WASHINGTON—The U.S. Securities and Exchange Commission (SEC) has launched what one report is calling a “salvo across the bows of public companies” with its civil monetary penalties and a cease-and-desist order against First American Financial Corporation (FAFC) for deficient disclosure controls and procedures related to cybersecurity risks.
“Combined with the New York State Department of Financial Services' (NYSDFS) first-ever charges for violating the NYSDFS' Cybersecurity Regulations, FAFC has been battling regulators on multiple fronts for the same cybersecurity risk management failure. In addition to the regulatory front, the NYSDFS action formed the basis of a shareholders' derivative suit against FAFC and its board of directors, as well as a number of purported consumer class-action lawsuits,” JD Supra stated, adding the warning bells and the grace periods appear to be over as the SEC and NYSDFS are now using their enforcement powers to ensure that companies implement robust cybersecurity risk management systems.

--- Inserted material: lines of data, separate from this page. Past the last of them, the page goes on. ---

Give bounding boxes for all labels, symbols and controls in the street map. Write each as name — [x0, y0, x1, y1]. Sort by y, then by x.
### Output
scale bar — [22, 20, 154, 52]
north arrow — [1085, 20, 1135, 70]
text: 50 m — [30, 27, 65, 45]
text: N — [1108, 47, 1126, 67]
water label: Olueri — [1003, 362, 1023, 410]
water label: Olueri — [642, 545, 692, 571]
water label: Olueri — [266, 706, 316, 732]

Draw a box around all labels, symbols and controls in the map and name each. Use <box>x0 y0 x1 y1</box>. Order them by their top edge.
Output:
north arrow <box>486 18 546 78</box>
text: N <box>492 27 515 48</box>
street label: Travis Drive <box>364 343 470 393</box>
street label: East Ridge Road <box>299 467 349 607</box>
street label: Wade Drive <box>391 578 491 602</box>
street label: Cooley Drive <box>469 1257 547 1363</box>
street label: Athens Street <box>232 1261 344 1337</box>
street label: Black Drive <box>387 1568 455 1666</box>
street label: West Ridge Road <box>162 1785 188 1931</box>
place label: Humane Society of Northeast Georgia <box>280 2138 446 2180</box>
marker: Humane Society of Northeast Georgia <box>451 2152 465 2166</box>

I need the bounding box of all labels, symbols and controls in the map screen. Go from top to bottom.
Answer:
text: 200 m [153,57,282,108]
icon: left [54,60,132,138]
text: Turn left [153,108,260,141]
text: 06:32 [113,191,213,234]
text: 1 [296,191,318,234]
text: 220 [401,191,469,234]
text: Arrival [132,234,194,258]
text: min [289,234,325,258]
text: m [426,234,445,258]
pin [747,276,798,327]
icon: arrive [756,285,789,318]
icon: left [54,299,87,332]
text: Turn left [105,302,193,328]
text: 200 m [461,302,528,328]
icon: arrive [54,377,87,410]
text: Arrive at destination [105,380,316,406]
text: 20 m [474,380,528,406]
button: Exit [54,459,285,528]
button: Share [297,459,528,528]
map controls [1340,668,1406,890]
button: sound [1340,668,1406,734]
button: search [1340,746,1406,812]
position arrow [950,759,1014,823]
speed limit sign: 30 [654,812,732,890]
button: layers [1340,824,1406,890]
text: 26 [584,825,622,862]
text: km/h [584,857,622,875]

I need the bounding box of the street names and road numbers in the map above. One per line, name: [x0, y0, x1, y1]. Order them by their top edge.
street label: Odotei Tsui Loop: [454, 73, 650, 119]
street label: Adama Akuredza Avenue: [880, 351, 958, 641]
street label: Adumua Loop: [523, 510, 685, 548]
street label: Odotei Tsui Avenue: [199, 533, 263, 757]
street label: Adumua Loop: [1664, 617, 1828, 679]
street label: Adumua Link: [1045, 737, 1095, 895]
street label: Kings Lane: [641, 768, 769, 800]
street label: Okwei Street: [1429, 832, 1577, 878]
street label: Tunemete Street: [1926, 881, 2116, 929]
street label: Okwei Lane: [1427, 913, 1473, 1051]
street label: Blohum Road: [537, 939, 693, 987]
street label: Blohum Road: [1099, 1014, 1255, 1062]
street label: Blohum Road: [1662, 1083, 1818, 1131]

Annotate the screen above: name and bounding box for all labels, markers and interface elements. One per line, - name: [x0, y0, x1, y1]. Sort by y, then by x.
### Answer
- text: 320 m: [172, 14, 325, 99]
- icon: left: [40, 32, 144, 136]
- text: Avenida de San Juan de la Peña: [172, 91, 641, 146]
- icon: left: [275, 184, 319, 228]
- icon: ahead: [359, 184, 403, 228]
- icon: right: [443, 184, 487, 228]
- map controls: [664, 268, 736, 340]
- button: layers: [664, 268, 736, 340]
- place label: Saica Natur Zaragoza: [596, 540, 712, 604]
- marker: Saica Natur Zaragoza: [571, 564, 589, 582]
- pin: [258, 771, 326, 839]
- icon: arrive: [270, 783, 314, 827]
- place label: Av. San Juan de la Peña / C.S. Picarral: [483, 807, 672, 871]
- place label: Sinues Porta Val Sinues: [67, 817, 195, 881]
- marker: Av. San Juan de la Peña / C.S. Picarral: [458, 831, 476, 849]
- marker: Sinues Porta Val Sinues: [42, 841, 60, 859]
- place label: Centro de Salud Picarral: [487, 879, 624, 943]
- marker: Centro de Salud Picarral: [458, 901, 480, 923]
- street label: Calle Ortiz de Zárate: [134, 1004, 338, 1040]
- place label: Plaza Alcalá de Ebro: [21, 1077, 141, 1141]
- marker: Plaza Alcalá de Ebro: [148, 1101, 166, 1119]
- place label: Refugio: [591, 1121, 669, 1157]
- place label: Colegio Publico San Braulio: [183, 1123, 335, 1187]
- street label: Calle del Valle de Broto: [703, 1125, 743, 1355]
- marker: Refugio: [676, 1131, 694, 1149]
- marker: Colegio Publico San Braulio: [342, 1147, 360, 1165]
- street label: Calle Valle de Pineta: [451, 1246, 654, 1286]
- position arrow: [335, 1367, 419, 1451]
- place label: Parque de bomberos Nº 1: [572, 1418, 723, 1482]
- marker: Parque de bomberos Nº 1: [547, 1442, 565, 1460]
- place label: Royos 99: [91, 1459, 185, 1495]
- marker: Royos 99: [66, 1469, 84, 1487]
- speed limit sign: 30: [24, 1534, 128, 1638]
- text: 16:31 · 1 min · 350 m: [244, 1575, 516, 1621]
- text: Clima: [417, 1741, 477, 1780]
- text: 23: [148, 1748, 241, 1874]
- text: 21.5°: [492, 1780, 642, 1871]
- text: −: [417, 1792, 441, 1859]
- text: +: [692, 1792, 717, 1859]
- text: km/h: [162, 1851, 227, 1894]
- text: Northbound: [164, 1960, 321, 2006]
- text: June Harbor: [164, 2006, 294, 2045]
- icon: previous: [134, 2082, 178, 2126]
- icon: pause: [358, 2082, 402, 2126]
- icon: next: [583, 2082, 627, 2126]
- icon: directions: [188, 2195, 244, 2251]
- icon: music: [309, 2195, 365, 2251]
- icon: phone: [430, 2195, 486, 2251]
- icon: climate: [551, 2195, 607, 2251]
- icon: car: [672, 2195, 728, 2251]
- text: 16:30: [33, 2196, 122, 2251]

“With cyberattacks ever present and constantly evolving, it is only a matter of time that a company's cybersecurity risk management efforts and related controls, as well as corporate governance, will be exposed to regulatory scrutiny,” JD Supra stated. “To avoid substantial monetary penalties and other sanctions, companies need to develop comprehensive cybersecurity risk management standards and to test and upgrade their effectiveness regularly.”
Journalist Flagged Issue
FAFC provides title insurance policies on residential and commercial real estate properties as well as closing and escrow services. The report notes that on May 24, 2019, a cybersecurity journalist notified FAFC's investor relations personnel that its web application for sharing document images related to title and escrow transactions had a cybersecurity vulnerability that exposed sensitive personal information from more than 800-million documents from real estate transactions, including bank account numbers, mortgage and tax records, Social Security numbers, wire transactions receipts and drivers' licenses images.
After FAFC shut down external access to this web application, the journalist published an article regarding the vulnerability, JD Supra said.